● **What needs to be done**
Print the whole listing again exactly as it stands, leaving out any images.
***** Material provided *****
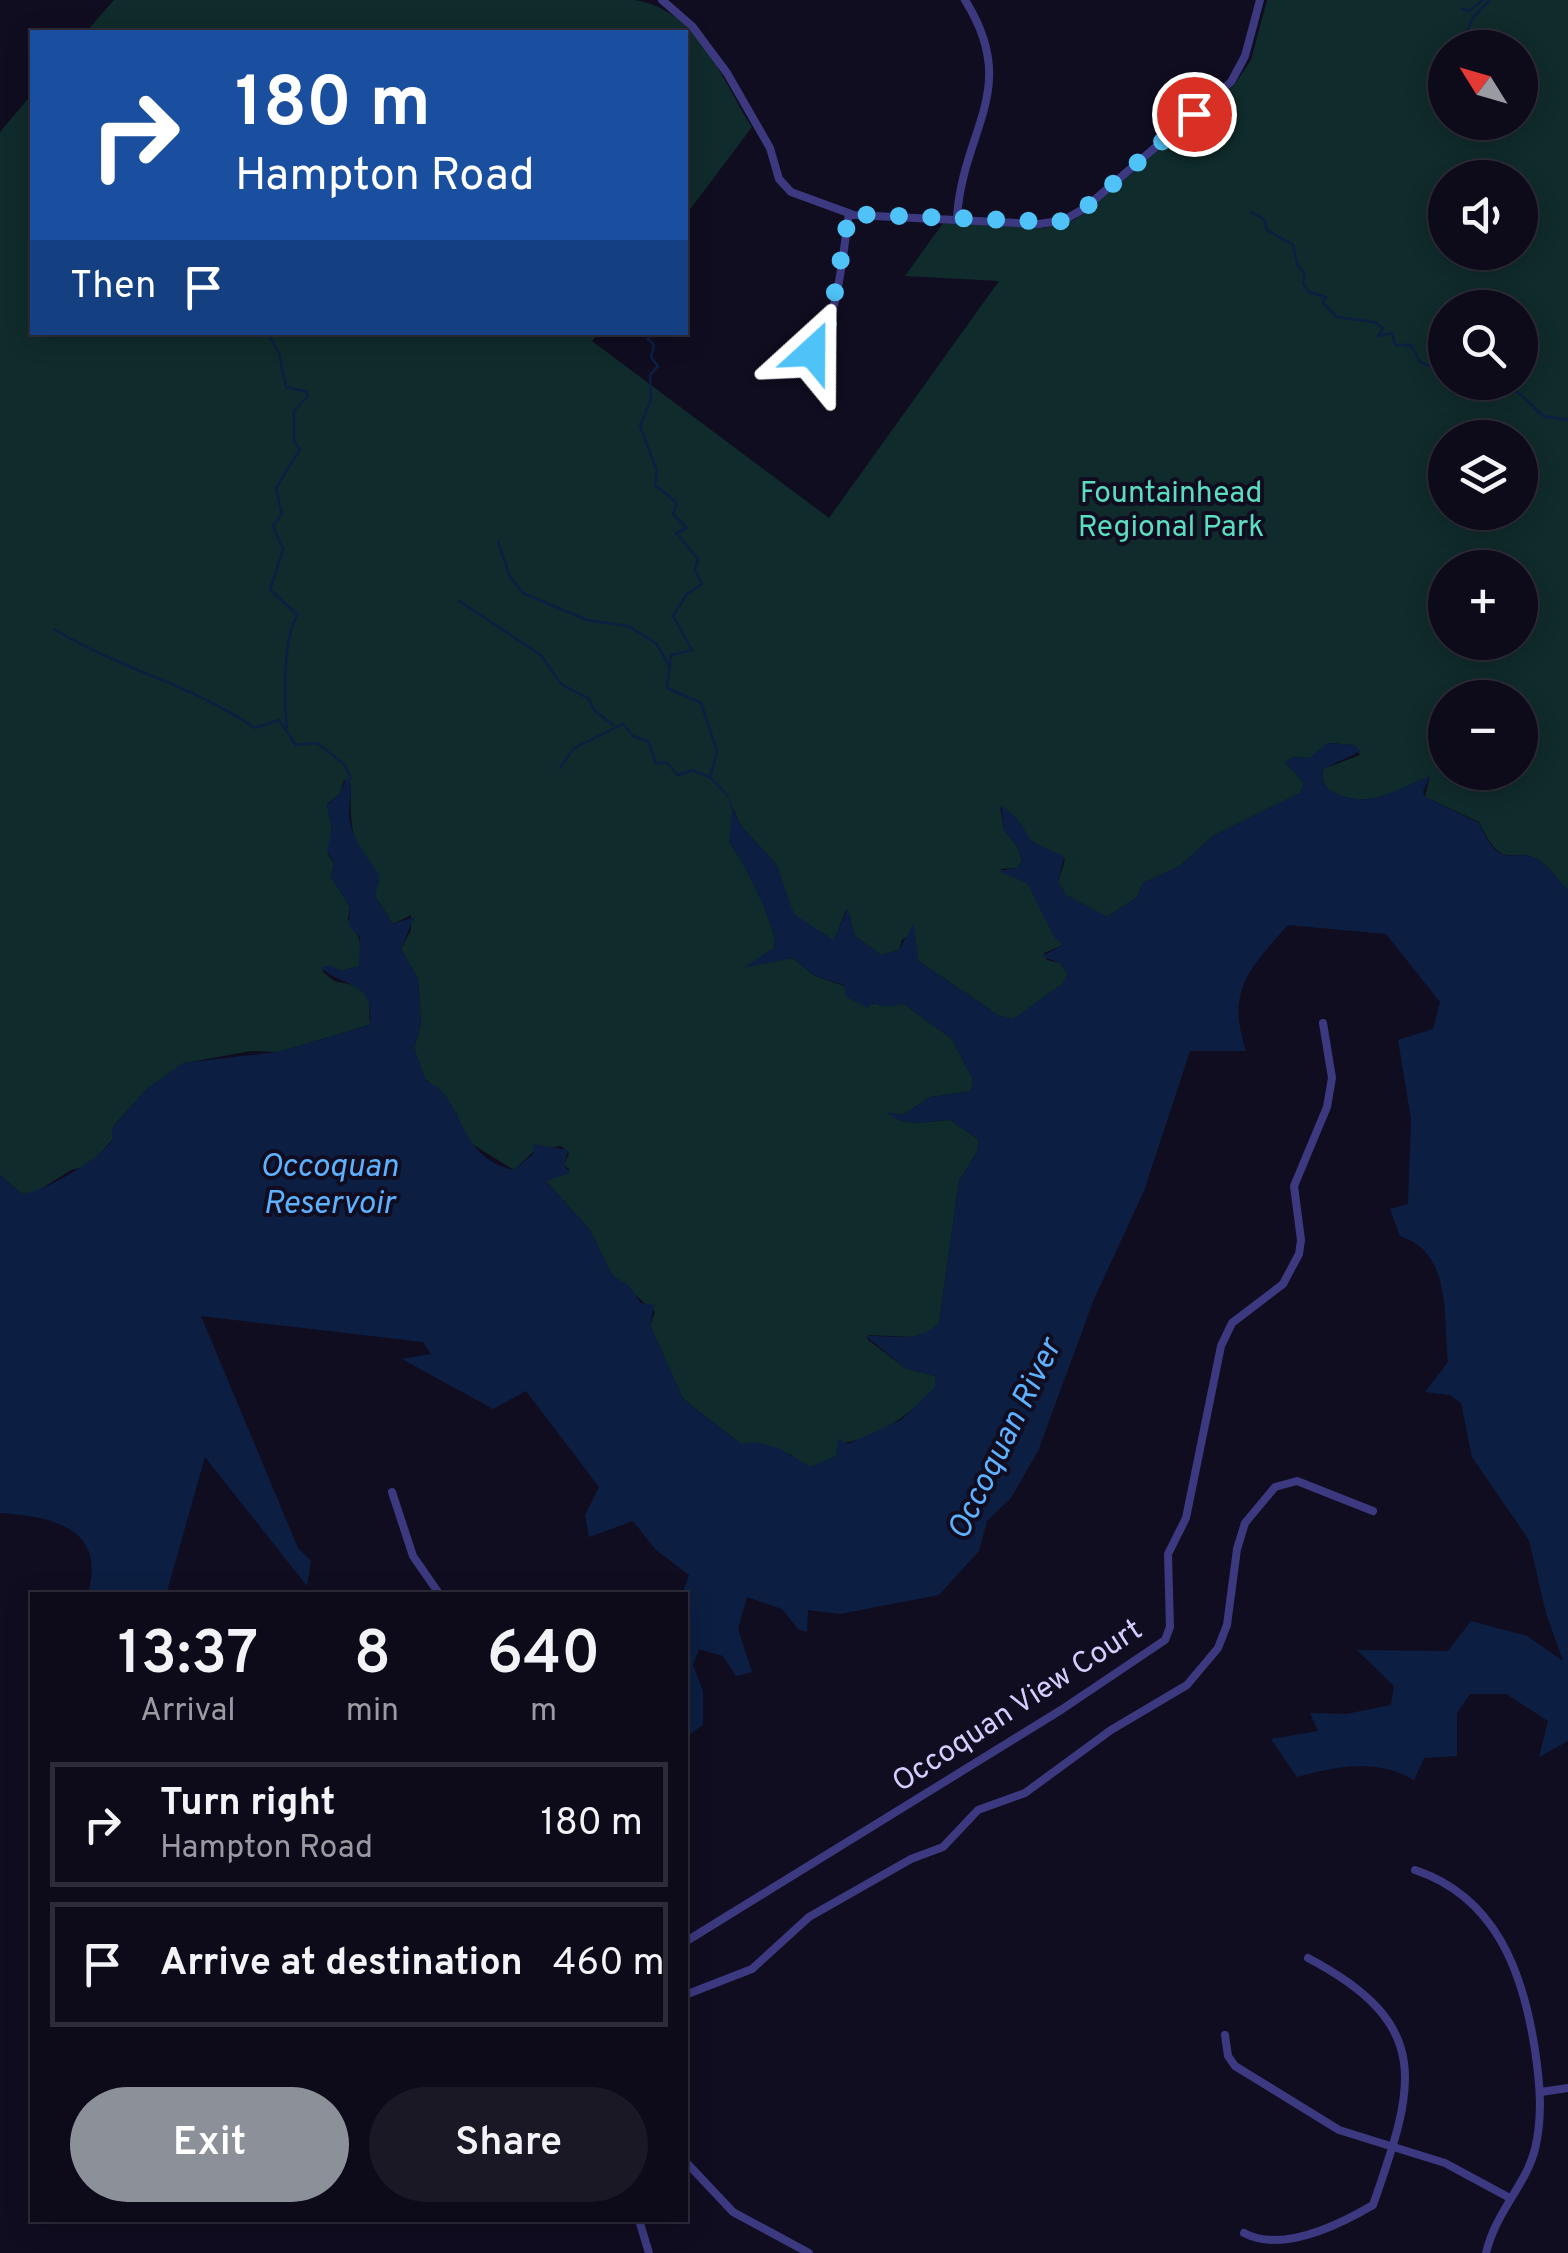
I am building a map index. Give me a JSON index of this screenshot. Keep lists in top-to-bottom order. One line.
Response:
{"streets":{"street":["Occoquan View Court"]},"water":["Occoquan Reservoir","Occoquan River"],"parks":["Fountainhead Regional Park"],"north":"top left","page":{"map_buttons":["+","−"],"turn":["180 m","Hampton Road"],"then":"Then","eta":["13:37","Arrival","8","min","640","m"],"list":[{"name":"Turn right","note":"Hampton Road","value":"180 m"},{"name":"Arrive at destination","value":"460 m"}],"buttons":["Exit","Share"]}}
*****
● **Response to the exercise**
I am building a map index. Give me a JSON index of this screenshot. Keep lists in top-to-bottom order. One line.
Response:
{"streets":{"street":["Occoquan View Court"]},"water":["Occoquan Reservoir","Occoquan River"],"parks":["Fountainhead Regional Park"],"north":"top left","page":{"map_buttons":["+","−"],"turn":["180 m","Hampton Road"],"then":"Then","eta":["13:37","Arrival","8","min","640","m"],"list":[{"name":"Turn right","note":"Hampton Road","value":"180 m"},{"name":"Arrive at destination","value":"460 m"}],"buttons":["Exit","Share"]}}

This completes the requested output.